• EXCERPTED RECORDS

- Opening Delimiter -

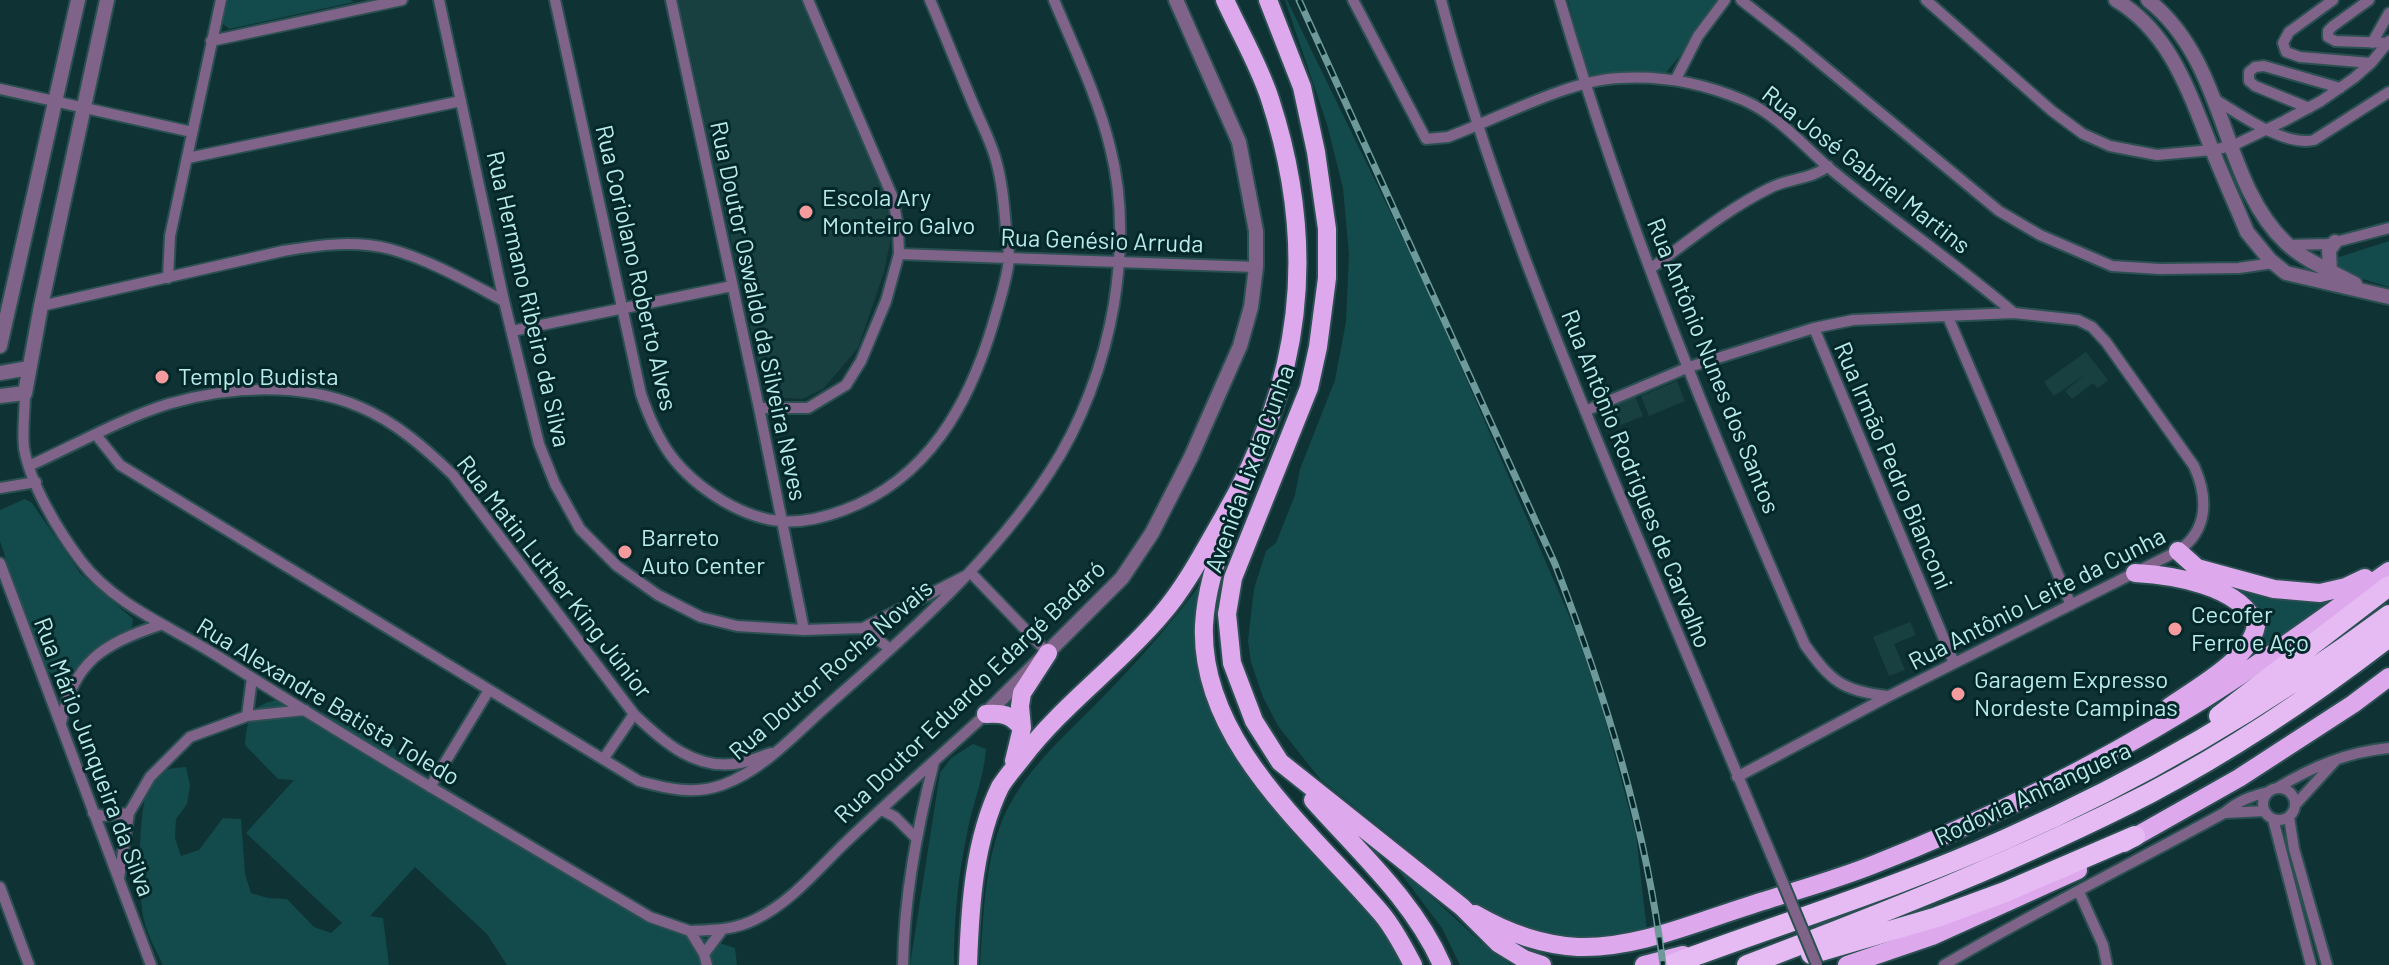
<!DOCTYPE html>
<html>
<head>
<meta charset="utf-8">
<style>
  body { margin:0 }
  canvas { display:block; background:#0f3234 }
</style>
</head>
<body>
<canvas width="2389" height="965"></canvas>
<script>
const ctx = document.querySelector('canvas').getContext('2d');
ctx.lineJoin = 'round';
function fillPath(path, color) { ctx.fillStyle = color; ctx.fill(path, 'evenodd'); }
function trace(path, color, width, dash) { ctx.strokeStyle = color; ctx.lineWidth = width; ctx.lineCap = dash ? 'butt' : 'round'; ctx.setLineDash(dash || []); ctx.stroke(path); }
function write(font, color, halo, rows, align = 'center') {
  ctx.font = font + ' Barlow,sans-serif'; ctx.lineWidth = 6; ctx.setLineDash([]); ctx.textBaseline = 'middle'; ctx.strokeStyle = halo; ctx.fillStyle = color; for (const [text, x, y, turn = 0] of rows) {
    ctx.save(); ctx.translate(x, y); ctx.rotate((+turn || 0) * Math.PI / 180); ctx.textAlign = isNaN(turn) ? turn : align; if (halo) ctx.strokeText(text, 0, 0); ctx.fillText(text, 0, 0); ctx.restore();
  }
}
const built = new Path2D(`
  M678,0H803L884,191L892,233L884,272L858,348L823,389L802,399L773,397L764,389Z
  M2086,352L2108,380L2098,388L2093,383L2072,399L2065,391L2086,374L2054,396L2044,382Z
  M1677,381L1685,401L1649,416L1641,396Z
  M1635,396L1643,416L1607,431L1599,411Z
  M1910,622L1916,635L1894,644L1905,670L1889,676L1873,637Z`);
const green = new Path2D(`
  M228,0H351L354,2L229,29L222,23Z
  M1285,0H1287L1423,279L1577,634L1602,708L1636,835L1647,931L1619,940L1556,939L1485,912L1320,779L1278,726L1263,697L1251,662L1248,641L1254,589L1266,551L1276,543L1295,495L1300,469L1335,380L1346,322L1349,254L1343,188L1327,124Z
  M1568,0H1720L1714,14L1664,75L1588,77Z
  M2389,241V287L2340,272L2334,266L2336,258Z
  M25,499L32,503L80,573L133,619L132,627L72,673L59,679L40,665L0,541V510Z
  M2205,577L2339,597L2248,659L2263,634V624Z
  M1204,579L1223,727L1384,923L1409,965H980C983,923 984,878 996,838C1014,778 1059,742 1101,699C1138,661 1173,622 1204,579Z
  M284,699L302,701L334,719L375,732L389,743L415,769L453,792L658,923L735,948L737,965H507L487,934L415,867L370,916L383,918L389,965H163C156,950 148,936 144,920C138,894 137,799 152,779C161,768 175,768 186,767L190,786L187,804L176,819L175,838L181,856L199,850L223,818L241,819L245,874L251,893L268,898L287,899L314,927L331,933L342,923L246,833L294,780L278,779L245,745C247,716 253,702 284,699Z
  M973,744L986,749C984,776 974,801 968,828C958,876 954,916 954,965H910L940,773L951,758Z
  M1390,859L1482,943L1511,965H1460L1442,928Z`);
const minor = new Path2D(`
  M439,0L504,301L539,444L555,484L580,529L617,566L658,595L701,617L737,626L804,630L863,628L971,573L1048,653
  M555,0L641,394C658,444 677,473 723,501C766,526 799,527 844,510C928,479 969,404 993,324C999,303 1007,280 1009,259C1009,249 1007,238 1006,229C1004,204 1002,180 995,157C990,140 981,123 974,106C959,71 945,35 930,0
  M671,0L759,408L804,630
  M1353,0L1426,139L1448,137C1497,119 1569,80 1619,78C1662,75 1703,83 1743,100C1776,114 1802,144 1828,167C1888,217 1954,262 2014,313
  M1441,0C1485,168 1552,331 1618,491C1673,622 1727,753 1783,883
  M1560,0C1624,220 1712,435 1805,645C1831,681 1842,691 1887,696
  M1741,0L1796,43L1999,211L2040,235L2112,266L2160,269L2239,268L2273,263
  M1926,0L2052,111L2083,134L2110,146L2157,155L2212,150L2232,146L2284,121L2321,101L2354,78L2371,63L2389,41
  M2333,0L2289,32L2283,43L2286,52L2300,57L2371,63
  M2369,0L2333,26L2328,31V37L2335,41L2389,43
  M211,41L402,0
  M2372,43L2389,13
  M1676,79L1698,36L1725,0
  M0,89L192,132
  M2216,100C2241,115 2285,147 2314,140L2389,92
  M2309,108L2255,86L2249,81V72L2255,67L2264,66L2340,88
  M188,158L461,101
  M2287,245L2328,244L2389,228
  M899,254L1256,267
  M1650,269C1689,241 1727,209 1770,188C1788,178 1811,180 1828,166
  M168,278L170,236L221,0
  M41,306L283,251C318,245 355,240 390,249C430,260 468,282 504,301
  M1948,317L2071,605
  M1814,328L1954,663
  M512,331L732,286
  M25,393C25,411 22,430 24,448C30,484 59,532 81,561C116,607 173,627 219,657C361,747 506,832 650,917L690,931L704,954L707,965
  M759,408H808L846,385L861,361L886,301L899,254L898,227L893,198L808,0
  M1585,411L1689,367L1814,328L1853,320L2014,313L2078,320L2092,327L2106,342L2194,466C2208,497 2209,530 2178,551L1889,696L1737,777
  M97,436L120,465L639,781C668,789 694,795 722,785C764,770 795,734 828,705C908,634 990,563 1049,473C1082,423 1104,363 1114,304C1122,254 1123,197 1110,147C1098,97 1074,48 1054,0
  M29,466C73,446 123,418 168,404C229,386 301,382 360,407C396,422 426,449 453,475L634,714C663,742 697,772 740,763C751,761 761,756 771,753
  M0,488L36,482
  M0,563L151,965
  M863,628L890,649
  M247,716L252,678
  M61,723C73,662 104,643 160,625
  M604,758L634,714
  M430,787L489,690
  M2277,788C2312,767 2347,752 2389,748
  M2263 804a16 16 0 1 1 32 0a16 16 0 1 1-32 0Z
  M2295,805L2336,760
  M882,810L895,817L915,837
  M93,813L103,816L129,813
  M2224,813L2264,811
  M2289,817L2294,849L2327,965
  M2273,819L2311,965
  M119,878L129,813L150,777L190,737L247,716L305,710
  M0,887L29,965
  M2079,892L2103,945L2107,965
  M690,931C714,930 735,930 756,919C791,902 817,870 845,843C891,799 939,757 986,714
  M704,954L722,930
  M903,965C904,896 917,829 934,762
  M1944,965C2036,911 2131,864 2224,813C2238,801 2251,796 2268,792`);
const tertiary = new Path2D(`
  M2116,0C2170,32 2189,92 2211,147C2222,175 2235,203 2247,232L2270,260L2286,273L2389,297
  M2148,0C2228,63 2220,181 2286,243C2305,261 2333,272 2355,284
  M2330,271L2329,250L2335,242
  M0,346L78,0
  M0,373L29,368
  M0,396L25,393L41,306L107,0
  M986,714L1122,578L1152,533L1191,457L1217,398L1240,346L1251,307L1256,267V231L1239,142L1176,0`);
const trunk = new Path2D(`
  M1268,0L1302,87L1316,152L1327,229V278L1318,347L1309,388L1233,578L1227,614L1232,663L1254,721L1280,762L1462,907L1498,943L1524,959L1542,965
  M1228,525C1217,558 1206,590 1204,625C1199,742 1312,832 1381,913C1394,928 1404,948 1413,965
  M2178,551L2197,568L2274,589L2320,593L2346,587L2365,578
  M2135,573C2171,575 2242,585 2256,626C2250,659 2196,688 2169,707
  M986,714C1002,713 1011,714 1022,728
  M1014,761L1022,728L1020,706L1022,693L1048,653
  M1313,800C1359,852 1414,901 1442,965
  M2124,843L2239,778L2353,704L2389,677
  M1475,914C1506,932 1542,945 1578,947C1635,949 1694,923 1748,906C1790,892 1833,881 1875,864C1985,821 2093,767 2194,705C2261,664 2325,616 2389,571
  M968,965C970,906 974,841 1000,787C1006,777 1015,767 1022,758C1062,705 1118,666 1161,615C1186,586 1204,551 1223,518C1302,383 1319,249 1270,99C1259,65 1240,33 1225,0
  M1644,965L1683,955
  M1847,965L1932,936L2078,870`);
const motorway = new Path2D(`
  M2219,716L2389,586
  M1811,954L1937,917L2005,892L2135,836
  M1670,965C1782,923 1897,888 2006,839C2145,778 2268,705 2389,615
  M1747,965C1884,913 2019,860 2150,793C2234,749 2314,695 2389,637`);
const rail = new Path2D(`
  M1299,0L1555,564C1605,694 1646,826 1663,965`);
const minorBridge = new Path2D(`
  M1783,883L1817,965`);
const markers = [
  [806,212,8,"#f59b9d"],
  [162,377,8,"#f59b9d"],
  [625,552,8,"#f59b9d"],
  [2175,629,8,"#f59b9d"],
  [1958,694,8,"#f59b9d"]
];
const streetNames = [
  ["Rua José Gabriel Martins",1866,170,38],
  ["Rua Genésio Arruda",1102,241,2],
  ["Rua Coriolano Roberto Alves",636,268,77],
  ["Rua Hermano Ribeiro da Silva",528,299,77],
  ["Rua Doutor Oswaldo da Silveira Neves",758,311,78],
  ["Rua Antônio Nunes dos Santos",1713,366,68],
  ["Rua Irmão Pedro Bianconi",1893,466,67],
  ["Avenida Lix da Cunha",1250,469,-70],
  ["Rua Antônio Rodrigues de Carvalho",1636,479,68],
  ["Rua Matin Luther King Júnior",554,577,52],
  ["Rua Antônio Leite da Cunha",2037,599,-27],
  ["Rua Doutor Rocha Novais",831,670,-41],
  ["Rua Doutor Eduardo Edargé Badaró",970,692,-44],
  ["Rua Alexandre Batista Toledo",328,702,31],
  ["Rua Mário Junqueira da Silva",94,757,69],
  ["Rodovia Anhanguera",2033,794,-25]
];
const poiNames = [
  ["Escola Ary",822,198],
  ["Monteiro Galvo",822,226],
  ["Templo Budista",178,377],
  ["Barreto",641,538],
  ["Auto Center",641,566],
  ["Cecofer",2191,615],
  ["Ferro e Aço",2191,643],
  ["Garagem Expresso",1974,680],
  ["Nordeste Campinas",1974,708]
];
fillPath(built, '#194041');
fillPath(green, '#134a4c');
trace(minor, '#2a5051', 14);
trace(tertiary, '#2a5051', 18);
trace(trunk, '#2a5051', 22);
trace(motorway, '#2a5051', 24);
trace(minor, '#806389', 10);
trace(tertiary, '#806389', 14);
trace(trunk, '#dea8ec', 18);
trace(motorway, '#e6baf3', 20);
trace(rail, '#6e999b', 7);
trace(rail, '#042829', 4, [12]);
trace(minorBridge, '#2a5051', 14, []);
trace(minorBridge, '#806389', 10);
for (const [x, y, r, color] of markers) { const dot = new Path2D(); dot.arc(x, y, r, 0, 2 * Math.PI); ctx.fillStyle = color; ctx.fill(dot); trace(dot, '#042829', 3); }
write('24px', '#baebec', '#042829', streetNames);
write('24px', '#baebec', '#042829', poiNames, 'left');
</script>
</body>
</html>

- Closing Delimiter -

• INSTRUCTIONS FOR THE TASK
Pictures aside, write out verbatim every line from the first line of the material through the line holding "function fillPath(path, color)".

• RESPONSE TO THE EXERCISE
<!DOCTYPE html>
<html>
<head>
<meta charset="utf-8">
<style>
  body { margin:0 }
  canvas { display:block; background:#0f3234 }
</style>
</head>
<body>
<canvas width="2389" height="965"></canvas>
<script>
const ctx = document.querySelector('canvas').getContext('2d');
ctx.lineJoin = 'round';
function fillPath(path, color) { ctx.fillStyle = color; ctx.fill(path, 'evenodd'); }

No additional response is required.